Besucher lassen Müll in den Lippeauen liegen

Nach Party in der Natur

In der Natur feiern mit Grill, Bierkästen und Co. ist kein Problem - aber den entstehenden Abfall dort liegen zu lassen schon, finden die Werner Angler. In den Lippeauen ist das passiert. Die Angler sind sauer. Denn sie haben das Gefühl, dass sie von den Behörden stärker angegangen werden, als die Schmutzfinken.

WERNE

, 09.05.2016 / Lesedauer: 2 min

„Es kann doch nicht sein, dass derartig mit unserer Natur umgegangen wird“, klagt Detlef Jungk. Am Sonntag bei strahlendem Sonnenschein hatte der Hobbyangler in der Nähe des Lippewehres „Schlagt“ einen Fund gemacht, der ihn zornig werden ließ. Ein Einkaufswagen, zwei leere Bierkästen, Plastikflaschen, ein kleiner Standgrill – alles wild verteilt am Ufer der Lippe, mitten im Naturschutzgebiet.

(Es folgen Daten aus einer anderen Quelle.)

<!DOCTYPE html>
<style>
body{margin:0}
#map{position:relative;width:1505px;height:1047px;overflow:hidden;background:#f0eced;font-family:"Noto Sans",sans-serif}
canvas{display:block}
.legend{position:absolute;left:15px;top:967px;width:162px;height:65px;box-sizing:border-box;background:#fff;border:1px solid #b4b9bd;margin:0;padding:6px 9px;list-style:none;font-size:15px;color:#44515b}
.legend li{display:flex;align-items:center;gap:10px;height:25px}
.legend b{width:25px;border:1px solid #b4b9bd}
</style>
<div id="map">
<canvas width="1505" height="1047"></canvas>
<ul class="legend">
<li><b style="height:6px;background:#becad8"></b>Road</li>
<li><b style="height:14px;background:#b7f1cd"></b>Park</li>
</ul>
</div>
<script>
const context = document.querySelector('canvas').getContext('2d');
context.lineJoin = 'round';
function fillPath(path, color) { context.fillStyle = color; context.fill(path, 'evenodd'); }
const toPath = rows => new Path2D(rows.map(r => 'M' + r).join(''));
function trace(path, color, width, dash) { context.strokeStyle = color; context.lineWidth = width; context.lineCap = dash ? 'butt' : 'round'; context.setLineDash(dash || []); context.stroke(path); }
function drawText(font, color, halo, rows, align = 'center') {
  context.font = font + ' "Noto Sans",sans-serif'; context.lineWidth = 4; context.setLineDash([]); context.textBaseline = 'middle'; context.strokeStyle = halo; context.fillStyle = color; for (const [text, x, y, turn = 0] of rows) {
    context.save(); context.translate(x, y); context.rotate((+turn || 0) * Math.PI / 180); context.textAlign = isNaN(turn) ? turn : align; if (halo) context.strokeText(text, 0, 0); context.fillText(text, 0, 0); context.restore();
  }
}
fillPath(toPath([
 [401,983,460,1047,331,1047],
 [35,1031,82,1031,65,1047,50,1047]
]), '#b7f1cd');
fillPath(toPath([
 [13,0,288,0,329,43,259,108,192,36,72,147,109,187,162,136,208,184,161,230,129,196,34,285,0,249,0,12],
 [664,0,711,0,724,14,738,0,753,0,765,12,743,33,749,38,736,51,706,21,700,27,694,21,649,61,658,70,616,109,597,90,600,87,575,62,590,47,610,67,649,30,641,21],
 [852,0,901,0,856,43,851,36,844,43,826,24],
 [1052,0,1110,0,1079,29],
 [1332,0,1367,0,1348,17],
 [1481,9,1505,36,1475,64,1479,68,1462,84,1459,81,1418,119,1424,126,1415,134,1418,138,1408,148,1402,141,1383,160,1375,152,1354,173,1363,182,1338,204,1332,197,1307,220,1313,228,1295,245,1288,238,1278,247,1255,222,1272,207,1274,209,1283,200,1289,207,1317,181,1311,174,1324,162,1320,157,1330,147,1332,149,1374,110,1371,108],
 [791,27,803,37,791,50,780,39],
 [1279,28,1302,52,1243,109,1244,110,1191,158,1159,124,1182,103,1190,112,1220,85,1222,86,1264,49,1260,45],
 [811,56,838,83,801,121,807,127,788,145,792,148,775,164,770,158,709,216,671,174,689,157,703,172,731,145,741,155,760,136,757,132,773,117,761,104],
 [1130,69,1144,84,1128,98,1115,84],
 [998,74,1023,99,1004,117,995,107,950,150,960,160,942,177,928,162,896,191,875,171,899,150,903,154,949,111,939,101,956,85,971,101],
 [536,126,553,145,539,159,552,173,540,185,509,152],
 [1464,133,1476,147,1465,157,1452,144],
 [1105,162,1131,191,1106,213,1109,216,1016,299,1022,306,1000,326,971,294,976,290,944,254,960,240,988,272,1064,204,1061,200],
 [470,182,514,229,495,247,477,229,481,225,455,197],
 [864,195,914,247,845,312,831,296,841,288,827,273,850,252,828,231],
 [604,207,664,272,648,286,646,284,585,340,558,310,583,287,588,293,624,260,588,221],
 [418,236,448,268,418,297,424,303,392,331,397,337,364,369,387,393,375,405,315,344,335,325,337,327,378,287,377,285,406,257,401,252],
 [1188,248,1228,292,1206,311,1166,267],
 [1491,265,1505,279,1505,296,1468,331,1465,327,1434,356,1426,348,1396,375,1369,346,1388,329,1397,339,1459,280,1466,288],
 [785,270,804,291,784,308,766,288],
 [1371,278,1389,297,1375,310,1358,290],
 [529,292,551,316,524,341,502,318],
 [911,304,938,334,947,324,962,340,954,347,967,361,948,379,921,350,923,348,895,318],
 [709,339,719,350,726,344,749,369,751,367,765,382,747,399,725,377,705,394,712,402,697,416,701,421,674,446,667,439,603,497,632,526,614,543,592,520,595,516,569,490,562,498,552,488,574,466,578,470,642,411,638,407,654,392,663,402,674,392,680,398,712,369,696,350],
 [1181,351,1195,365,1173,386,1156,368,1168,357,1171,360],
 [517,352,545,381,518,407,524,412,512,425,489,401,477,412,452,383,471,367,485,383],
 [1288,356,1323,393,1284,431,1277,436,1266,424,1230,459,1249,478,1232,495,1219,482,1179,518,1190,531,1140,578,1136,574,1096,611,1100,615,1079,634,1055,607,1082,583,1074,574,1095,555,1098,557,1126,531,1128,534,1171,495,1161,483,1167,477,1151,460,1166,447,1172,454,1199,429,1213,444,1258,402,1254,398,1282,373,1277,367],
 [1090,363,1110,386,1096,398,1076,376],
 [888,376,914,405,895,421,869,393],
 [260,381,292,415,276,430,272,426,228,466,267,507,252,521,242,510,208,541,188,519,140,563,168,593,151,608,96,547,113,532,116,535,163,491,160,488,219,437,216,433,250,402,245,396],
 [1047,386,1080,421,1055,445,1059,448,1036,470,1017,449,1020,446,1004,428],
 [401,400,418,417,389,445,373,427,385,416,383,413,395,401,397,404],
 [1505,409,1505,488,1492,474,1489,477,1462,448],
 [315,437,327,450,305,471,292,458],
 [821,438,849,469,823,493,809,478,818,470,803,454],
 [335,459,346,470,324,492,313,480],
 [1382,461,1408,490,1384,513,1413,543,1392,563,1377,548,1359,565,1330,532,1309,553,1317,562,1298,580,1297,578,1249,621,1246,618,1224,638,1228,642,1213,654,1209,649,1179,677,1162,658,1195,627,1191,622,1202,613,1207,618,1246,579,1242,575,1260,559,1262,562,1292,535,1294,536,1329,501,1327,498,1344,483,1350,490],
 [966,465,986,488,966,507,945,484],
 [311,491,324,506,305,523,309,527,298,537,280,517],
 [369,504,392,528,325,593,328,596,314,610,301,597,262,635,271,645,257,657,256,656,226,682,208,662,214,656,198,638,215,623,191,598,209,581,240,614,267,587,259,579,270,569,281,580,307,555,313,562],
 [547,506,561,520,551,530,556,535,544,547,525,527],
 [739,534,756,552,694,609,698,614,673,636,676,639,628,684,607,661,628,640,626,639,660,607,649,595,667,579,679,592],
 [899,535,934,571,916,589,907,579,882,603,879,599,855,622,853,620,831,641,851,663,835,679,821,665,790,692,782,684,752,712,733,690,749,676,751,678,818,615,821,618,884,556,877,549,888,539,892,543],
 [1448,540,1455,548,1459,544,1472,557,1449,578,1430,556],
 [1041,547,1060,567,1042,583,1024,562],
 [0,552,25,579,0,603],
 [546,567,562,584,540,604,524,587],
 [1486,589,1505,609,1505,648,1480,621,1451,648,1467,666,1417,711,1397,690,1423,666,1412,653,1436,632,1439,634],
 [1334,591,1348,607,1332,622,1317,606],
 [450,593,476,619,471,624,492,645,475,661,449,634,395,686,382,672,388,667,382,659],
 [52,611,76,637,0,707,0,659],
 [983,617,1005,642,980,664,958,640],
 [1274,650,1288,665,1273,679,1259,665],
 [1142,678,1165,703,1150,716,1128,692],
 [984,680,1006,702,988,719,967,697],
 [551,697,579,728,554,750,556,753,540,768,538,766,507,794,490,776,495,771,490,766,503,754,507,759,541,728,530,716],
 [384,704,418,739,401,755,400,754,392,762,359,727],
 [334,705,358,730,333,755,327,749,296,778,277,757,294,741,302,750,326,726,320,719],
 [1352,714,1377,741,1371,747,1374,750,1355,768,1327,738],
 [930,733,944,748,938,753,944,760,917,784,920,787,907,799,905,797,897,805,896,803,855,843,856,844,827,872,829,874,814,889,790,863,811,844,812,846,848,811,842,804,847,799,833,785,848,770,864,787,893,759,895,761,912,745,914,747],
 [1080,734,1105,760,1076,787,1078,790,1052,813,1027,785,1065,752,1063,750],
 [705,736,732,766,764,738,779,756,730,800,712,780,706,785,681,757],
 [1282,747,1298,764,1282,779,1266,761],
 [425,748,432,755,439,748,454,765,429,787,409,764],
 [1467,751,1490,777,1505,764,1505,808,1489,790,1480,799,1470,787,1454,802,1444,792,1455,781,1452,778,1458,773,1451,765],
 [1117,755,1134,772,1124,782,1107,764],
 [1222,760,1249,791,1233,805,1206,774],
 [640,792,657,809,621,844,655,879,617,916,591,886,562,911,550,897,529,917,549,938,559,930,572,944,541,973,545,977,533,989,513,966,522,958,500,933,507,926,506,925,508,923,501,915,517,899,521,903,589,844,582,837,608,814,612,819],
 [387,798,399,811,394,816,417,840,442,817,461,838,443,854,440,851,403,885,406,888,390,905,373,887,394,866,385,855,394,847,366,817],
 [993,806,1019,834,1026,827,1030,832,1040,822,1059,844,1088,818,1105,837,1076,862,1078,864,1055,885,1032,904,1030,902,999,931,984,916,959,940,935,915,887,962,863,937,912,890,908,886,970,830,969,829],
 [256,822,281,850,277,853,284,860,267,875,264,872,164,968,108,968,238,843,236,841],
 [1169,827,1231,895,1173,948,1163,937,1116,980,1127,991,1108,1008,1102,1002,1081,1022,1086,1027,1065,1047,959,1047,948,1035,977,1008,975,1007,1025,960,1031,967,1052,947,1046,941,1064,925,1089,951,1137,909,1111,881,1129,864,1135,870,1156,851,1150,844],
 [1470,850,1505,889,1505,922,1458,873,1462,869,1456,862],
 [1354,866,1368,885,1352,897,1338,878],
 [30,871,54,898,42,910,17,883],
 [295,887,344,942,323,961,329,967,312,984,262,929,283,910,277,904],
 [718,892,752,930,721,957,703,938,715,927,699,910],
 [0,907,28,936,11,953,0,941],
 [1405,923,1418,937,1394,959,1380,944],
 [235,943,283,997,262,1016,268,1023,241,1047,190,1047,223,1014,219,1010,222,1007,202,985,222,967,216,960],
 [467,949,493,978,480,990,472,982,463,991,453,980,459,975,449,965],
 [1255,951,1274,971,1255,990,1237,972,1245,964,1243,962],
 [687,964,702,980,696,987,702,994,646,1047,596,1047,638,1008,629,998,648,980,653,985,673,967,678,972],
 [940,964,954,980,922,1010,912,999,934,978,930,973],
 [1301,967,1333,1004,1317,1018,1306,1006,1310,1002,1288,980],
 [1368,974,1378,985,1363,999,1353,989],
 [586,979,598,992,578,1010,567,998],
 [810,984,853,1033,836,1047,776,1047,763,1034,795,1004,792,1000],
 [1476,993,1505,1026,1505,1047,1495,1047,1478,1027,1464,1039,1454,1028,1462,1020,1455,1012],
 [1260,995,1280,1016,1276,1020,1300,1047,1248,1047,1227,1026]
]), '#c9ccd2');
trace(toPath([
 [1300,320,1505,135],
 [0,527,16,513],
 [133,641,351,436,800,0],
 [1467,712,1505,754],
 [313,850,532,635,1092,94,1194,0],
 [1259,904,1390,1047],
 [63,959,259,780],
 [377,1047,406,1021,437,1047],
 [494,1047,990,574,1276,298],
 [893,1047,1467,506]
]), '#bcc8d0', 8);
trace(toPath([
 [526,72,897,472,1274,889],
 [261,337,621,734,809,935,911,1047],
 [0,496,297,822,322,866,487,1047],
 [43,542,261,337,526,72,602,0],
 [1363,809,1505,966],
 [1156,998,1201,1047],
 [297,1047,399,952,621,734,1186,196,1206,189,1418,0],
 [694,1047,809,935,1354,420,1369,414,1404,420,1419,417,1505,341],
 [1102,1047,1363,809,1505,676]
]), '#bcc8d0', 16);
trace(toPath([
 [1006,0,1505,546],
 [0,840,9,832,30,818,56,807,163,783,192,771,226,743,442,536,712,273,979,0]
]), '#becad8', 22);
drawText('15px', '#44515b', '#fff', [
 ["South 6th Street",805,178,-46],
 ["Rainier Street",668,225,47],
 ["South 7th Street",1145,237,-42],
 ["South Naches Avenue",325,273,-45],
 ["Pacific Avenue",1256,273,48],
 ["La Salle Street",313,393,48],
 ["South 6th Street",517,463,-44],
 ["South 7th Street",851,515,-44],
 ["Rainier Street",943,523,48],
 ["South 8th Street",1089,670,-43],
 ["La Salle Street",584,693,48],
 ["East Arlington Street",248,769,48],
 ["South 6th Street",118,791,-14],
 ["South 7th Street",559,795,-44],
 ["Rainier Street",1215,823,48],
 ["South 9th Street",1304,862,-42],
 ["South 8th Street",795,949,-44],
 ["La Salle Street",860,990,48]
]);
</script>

Im Fluss selbst entdeckte Jungk einen weiteren Einkaufswagen. „Auch Schnapsflaschen wurden wie Konfetti ins Gelände geworfen“, berichtet der Hobbyangler des ASV Werne. Werner Zicke ist Geschäftsführer des Angelsportvereins und schon lange über die Müllchaoten an den Lippeauen erzürnt. „Es ist schade, dass man alles unter Naturschutz stellt und sich trotzdem nichts tut“, sagt Zicke, der sich stärkere Präsenz der Polizei, des Kreises oder der Stadt vor Ort wünscht – etwa in Schwerpunktaktionen. „Es wäre doch nicht schlecht, wenn die Müllsünder mal ‘nen Hunderter abdrücken müssten, wenn sie erwischt werden.“

Statement des Kreises

Untätigkeit will sich der Kreis Unna nicht vorwerfen lassen. Andreas Schneider ist Sachgebietsleiter der unteren Abfallbehörde des Kreises und für die ordnungsgemäße Entsorgung kommunaler Abfälle und die Überwachung der Einhaltung von Umweltschutzvorschriften zuständig. „Wenn wir jemanden erwischen, werden Bußgelder fällig, aber da sind wir auch auf die Mithilfe von Zeugen angewiesen.“ Mitarbeiter des Kreises oder der Stadt könnten nicht überall sein, dazu sei das Gebiet an den Lippeauen zu groß. Ein Anruf bei der Polizei oder dem Ordnungsamt sei hilfreich.

Den Vorwurf, Hundeführer und Angler würden an den Lippeauen von den Behörden stärker angegangen, als Müll hinterlassende Partymacher, will Schneider nicht stehen lassen. „Da machen wir keine Unterschiede.“ Im Übrigen: Für die Entsorgung der Abfälle sei die Stadt zuständig – und die wälze die Kosten dafür auf die Müllgebühren ab. „Am Ende zahlen die Bürger dafür“, sagt Schneider.